TMW #135 | Towards warehouse-native identity

Jul 23, 2023

Welcome to The Martech Weekly, where every week I review some of the most interesting ideas, research, and latest news. I look to where the industry is going and what you should be paying attention to.

👋 Get TMW every Sunday

TMW is the fastest and easiest way to stay ahead of the Martech industry.  Sign up to get the full version delivered every Sunday for this and every TMW, along with an invite to the TMW community. Learn more here.


I can guarantee you that whenever a technology category starts to evolve in an industry, there’s always one thing that happens: It creates more problems.

Like every other technology shift, if it’s the rise of the customer data platform (CDP), or the advent of the cookie, or the invention of email marketing platforms, there’s going to be more problems, and often there are more problems than solutions. Such is life.

One interesting shift in Martech is the growing category of composable Martech – particularly the composable CDP – and greater investment into warehouse-native marketing technologies. Sometimes these things are called data activation tools, or Reverse ETL. But the shift is clear; the next wave of marketing tech will have to play nice with the data warehouse.

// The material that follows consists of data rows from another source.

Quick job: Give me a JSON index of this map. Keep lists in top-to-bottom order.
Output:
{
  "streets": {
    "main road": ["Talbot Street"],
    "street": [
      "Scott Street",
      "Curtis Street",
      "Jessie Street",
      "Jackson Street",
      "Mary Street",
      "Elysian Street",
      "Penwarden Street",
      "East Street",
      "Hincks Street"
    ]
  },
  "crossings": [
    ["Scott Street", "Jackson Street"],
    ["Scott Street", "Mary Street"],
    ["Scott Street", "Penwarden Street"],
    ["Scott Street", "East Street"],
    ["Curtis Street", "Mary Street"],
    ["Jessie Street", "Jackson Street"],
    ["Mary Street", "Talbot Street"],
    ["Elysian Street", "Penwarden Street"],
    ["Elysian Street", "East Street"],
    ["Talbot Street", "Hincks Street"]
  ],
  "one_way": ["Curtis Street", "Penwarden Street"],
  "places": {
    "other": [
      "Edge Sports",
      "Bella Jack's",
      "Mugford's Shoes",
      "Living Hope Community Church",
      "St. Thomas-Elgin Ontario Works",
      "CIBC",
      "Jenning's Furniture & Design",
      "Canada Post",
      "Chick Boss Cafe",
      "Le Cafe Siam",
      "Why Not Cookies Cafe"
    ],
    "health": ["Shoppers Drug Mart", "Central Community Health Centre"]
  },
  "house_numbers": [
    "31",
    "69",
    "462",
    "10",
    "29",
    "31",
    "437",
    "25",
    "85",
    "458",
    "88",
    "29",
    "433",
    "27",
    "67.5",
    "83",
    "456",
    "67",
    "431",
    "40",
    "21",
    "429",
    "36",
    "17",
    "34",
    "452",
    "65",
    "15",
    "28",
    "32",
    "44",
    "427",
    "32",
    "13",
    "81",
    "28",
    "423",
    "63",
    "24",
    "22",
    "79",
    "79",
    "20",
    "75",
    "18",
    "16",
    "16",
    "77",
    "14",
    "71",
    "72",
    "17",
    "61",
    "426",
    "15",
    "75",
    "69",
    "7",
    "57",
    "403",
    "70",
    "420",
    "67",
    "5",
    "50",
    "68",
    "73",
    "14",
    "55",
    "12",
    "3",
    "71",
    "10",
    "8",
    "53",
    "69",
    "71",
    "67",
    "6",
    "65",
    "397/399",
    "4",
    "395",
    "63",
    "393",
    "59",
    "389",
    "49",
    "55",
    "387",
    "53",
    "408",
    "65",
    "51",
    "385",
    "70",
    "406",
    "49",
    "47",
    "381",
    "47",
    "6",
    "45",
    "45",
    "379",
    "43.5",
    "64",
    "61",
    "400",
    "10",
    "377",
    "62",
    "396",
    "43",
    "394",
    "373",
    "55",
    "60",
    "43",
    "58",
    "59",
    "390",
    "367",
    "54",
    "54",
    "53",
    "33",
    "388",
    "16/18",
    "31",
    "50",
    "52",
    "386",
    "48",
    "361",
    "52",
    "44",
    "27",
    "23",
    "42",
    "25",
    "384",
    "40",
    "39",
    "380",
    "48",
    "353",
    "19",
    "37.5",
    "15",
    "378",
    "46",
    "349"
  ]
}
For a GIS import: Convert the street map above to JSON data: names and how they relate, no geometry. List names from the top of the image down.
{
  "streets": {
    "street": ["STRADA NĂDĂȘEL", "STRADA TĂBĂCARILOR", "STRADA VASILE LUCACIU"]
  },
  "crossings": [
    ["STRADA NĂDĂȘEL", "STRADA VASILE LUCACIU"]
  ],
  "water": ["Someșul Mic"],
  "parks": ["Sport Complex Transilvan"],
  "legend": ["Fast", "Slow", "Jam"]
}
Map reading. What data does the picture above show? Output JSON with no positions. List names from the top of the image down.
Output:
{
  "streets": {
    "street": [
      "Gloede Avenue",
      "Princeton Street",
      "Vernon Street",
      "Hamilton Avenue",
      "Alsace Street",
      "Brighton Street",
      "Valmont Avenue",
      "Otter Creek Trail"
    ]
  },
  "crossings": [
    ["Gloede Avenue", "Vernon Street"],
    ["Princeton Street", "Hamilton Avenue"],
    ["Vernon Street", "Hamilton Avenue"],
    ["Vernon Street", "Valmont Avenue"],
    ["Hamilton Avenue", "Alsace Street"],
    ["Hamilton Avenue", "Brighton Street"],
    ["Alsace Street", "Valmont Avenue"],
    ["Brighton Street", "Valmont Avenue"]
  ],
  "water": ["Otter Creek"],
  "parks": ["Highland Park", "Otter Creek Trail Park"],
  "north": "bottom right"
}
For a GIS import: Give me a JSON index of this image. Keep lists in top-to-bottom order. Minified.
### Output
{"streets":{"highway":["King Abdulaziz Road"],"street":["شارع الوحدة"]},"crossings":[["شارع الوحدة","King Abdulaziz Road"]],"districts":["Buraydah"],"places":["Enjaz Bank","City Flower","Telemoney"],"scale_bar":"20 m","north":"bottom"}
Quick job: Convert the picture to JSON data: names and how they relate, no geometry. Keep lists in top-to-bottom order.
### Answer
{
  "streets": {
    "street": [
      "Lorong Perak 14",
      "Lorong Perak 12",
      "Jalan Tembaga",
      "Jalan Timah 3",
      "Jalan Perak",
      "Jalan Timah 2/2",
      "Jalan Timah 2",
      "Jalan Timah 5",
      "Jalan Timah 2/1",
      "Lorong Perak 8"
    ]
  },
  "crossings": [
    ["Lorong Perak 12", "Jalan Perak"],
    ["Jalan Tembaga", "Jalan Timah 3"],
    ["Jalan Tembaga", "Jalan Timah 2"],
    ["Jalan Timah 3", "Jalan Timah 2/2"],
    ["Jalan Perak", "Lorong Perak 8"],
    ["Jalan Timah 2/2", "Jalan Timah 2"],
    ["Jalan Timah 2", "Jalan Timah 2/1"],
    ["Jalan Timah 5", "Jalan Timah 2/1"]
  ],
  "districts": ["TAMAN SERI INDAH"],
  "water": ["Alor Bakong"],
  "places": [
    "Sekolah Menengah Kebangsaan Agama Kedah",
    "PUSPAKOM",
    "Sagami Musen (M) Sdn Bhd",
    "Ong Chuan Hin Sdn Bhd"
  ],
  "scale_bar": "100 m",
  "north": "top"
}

Arpit Choudhury from Databeats, says this shift has been on a relatively early growth curve over the past three years, with marketing and data teams just starting to see the benefits:

"What has really changed in the last 3 years, thanks to the availability of better data tooling and the adoption of the cloud data warehouse, is that the possibilities of activating data have increased manifold. But what I really want to highlight is this evolution isn’t just great for GTM people, it’s equally great for data people – they are now able to work closely with their GTM counterparts to build the most efficient experiences powered by the freshest data, thereby making measurable contributions to business growth."

The companies operating in the composable space are seeking to solve the problems introduced by the marketing cloud vendors and CDPs; namely vendor lock-in, data siloing, and unnecessary constraints to the use and management of data. And while there might be some progress in that space, it does introduce new problems, namely: if you’re not going to use a CDP, how on Earth do you do customer identity management?

New solutions, new problems

Right now, the current situation of a lot of companies that have purchased CDPs looks something like this:

As you can see, there are two silos, the CDP, and the data warehouse. Because CDPs are built for getting data to end-Martech and Adtech tools like email marketing platforms, ad networks to run targeted ads, or website personalization, there’s a real need to make sure you can attach the right data to each customer profile.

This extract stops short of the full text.